**REQUIRED WORK**
Exact duplicates of the lines from the top of the data through the line containing "0 #ddbcbb) drop-shadow(-2px" are needed, with every picture left out.

**INFORMATION SHOWN**

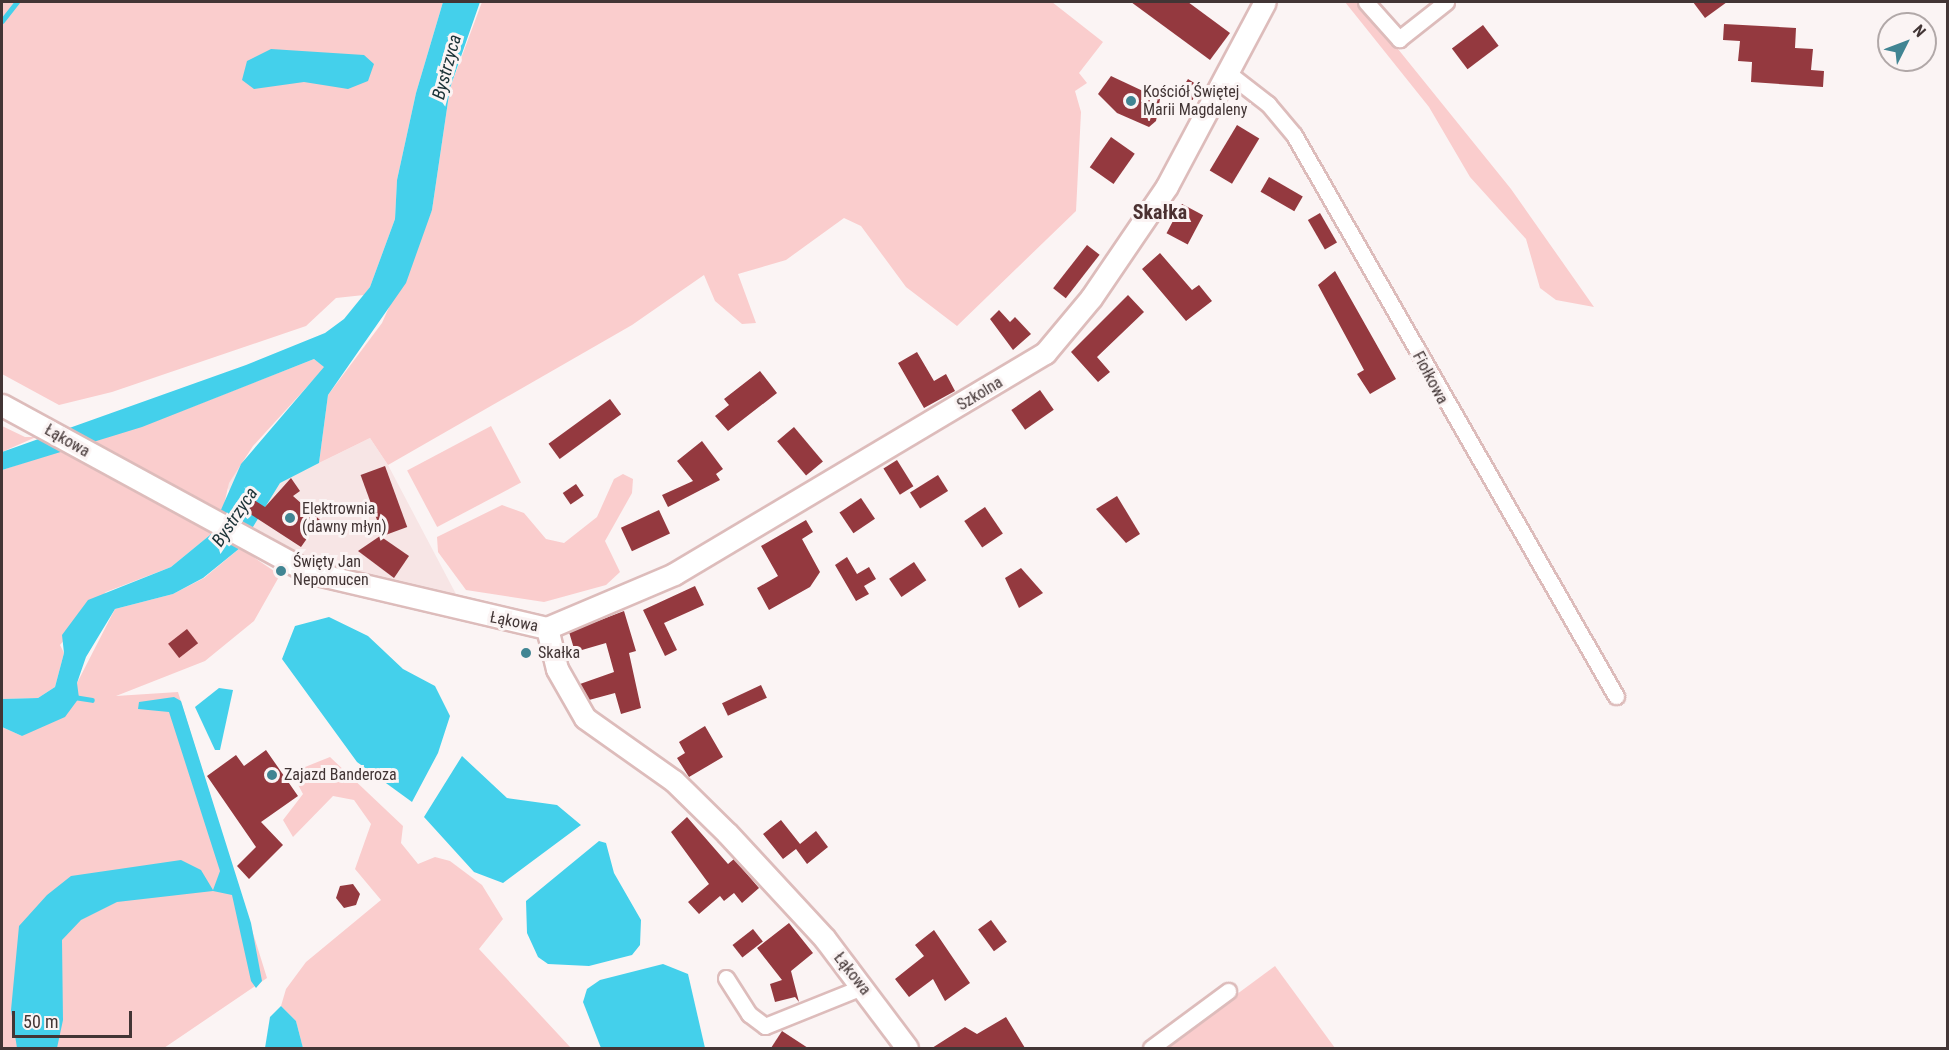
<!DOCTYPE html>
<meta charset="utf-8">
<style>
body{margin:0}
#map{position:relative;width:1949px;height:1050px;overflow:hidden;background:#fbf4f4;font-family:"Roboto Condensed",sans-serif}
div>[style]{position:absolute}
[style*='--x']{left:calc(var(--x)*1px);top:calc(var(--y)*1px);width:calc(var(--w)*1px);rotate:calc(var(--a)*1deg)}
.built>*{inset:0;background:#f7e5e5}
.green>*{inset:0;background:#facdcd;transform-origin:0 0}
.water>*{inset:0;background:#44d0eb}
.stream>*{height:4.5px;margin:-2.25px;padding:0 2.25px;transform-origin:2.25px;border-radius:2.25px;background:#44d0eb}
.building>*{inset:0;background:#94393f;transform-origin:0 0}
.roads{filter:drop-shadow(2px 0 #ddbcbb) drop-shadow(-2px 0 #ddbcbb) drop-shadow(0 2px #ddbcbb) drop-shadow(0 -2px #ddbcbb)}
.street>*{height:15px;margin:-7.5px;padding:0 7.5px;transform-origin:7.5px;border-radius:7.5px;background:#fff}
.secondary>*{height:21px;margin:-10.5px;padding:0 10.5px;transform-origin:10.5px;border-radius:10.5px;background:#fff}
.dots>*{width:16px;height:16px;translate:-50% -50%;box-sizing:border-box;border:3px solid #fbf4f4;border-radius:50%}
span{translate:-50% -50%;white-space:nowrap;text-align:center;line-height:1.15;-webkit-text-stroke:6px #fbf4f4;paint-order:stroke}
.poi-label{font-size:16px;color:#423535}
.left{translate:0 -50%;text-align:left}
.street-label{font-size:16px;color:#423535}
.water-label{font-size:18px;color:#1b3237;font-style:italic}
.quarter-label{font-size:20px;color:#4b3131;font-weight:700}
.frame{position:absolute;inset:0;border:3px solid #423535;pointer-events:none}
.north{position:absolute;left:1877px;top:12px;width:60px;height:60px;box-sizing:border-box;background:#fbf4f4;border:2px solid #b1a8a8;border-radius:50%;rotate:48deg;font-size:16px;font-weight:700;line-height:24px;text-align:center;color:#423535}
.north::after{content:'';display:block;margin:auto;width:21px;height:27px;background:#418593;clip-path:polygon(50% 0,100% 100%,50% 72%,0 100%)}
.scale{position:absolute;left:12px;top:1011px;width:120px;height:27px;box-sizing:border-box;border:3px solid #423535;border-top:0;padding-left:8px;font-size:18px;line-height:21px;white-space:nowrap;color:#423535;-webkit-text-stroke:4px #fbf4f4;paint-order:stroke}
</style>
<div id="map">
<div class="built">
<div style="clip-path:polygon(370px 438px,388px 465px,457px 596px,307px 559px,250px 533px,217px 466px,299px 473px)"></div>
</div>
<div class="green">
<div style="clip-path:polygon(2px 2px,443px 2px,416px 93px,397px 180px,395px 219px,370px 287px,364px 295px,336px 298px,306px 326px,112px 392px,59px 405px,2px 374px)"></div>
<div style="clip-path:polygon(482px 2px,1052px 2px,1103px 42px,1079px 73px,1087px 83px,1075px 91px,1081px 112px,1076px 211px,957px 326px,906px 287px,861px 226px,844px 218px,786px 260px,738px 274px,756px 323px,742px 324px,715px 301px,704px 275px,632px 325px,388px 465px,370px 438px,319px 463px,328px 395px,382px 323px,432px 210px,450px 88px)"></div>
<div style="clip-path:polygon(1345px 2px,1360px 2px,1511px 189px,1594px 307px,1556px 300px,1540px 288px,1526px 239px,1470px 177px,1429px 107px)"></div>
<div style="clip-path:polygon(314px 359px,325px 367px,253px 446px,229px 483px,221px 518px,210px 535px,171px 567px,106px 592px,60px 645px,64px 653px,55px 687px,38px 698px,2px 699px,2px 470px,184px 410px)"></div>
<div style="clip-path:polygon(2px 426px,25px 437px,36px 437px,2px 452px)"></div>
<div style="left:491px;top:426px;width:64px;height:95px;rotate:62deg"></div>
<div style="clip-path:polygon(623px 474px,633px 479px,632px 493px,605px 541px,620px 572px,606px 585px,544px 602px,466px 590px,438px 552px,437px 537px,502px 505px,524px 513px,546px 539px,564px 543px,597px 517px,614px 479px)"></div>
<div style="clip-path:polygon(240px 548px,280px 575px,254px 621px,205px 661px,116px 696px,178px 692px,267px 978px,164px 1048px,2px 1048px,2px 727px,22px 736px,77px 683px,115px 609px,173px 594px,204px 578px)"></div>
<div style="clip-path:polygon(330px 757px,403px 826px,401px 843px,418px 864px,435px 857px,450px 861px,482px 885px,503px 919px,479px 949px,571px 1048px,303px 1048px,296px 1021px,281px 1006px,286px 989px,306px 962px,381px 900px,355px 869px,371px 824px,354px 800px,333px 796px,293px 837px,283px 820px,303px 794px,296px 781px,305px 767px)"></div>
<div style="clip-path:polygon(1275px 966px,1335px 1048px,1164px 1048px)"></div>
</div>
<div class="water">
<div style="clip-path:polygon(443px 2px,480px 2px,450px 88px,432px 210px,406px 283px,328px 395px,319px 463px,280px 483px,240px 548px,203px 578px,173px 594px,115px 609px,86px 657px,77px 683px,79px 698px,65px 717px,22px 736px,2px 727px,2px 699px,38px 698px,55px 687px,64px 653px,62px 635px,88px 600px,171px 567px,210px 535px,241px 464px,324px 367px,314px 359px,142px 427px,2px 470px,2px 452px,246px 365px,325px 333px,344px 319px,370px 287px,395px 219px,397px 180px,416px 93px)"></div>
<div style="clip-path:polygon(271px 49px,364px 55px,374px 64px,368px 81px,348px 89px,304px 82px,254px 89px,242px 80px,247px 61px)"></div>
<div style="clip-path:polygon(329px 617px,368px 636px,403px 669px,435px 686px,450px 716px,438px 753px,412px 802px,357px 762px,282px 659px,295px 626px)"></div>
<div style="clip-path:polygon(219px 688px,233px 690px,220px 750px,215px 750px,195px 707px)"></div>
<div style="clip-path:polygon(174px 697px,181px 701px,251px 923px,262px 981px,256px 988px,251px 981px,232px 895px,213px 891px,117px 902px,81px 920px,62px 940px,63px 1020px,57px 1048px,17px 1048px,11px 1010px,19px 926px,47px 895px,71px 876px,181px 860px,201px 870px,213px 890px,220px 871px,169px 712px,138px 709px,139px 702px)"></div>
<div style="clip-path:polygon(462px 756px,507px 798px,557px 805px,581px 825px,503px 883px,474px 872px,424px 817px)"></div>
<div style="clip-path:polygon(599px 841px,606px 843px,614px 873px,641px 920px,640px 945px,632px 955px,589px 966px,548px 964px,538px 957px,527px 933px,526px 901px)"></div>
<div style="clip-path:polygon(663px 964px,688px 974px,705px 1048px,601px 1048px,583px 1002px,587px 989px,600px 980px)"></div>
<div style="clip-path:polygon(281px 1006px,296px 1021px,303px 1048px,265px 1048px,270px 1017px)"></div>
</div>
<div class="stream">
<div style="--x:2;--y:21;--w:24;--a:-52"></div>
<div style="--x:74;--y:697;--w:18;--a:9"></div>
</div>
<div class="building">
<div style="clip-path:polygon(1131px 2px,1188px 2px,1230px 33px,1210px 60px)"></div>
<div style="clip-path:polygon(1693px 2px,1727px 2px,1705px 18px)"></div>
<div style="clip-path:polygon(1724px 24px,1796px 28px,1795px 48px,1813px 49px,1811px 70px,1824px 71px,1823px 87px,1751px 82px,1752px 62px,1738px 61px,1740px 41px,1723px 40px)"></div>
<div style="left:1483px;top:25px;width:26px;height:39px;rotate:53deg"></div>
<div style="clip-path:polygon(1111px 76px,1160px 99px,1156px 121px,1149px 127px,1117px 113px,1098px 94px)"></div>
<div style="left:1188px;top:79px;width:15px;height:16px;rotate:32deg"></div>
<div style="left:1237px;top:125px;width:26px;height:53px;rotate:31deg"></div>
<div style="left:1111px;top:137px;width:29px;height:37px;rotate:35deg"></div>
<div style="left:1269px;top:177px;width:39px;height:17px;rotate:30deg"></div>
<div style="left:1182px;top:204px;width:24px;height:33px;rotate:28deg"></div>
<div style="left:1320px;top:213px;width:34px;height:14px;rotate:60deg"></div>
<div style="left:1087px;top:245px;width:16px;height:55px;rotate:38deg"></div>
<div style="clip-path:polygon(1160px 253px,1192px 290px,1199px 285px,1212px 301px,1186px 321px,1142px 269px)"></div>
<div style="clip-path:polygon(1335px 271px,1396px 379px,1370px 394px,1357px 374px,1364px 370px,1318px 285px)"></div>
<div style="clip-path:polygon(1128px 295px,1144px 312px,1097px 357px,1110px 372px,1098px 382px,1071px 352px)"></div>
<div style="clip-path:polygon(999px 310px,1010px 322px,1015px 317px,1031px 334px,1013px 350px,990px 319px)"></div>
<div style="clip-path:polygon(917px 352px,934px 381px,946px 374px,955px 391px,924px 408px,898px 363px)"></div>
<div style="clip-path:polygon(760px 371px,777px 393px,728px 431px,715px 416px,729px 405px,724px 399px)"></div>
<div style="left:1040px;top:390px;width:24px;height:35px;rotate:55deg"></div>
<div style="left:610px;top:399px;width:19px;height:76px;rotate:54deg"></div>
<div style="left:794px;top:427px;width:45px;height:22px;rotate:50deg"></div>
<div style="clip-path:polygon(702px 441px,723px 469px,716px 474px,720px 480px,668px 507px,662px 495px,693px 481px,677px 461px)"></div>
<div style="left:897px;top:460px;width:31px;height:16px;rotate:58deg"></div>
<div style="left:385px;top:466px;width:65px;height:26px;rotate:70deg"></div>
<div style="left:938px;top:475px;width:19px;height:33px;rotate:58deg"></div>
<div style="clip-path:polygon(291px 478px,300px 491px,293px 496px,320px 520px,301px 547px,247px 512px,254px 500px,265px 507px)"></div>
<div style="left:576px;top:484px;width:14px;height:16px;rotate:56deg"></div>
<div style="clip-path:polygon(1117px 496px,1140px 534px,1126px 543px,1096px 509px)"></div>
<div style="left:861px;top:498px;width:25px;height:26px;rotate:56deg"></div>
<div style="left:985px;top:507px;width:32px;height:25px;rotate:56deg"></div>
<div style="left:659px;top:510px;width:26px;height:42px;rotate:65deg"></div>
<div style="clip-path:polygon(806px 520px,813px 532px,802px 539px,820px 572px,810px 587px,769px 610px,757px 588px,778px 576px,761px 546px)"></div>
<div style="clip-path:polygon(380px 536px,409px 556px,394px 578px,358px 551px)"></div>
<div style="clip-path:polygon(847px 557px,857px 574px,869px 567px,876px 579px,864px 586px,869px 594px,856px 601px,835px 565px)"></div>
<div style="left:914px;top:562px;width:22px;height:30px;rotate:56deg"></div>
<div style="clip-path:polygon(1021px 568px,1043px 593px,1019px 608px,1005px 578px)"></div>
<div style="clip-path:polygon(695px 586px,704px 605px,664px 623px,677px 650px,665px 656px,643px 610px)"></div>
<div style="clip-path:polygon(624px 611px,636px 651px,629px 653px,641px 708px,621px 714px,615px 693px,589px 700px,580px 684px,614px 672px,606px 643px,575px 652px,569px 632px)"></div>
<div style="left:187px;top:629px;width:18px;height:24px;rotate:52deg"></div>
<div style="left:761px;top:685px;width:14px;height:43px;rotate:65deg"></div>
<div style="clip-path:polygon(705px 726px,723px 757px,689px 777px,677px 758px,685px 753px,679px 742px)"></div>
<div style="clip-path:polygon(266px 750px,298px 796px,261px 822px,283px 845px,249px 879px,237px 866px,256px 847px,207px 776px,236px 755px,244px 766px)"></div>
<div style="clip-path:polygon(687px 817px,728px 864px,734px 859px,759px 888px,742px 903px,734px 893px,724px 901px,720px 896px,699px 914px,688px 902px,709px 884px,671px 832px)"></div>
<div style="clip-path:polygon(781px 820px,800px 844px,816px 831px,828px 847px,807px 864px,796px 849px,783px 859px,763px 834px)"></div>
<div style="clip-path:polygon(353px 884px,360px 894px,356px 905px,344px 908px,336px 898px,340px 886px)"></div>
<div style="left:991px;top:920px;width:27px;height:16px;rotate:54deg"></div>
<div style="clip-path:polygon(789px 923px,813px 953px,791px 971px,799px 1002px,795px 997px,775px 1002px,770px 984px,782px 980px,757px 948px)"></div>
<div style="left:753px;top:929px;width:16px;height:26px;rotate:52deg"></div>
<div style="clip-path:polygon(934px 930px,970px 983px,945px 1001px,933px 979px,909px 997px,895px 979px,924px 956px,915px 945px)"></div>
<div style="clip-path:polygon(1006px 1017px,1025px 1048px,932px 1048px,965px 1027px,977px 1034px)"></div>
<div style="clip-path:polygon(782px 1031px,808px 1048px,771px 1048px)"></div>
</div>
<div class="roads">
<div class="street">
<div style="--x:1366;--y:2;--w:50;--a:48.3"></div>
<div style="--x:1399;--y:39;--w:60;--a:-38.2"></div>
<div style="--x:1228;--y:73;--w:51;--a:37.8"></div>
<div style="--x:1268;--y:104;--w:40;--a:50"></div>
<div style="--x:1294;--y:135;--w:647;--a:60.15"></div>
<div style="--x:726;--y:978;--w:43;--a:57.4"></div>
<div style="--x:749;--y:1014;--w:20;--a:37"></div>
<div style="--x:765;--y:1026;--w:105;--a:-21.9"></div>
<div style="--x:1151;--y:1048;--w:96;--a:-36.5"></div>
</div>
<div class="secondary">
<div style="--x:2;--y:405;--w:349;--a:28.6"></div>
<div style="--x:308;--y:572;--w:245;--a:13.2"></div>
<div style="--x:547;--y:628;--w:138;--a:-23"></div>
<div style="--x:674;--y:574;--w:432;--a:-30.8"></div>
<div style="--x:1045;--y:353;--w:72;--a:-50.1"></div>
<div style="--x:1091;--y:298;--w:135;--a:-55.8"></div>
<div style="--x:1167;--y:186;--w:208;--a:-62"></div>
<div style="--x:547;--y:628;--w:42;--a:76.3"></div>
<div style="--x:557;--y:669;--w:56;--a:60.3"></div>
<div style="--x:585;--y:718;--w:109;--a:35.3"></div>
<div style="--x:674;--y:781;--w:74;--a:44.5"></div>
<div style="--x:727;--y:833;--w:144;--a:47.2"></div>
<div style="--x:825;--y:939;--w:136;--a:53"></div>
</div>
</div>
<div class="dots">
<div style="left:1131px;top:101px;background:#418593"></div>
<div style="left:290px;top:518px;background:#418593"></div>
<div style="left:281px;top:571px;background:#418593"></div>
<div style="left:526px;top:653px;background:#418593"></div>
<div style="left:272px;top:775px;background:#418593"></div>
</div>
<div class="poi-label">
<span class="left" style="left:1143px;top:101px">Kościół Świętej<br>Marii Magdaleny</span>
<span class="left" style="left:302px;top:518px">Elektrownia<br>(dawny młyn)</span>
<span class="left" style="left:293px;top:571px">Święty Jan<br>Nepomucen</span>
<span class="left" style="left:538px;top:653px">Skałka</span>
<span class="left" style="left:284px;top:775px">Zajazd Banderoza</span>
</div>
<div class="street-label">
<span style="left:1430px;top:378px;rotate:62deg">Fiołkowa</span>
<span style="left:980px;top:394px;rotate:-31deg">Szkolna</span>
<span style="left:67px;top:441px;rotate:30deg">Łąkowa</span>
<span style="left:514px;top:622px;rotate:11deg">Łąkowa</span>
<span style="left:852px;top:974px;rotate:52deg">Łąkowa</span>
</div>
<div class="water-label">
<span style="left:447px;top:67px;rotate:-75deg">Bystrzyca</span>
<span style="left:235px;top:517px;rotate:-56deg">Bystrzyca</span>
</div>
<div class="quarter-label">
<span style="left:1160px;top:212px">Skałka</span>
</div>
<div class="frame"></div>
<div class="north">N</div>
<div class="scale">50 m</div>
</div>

**TASK RESPONSE**
<!DOCTYPE html>
<meta charset="utf-8">
<style>
body{margin:0}
#map{position:relative;width:1949px;height:1050px;overflow:hidden;background:#fbf4f4;font-family:"Roboto Condensed",sans-serif}
div>[style]{position:absolute}
[style*='--x']{left:calc(var(--x)*1px);top:calc(var(--y)*1px);width:calc(var(--w)*1px);rotate:calc(var(--a)*1deg)}
.built>*{inset:0;background:#f7e5e5}
.green>*{inset:0;background:#facdcd;transform-origin:0 0}
.water>*{inset:0;background:#44d0eb}
.stream>*{height:4.5px;margin:-2.25px;padding:0 2.25px;transform-origin:2.25px;border-radius:2.25px;background:#44d0eb}
.building>*{inset:0;background:#94393f;transform-origin:0 0}
.roads{filter:drop-shadow(2px 0 #ddbcbb) drop-shadow(-2px 0 #ddbcbb) drop-shadow(0 2px #ddbcbb) drop-shadow(0 -2px #ddbcbb)}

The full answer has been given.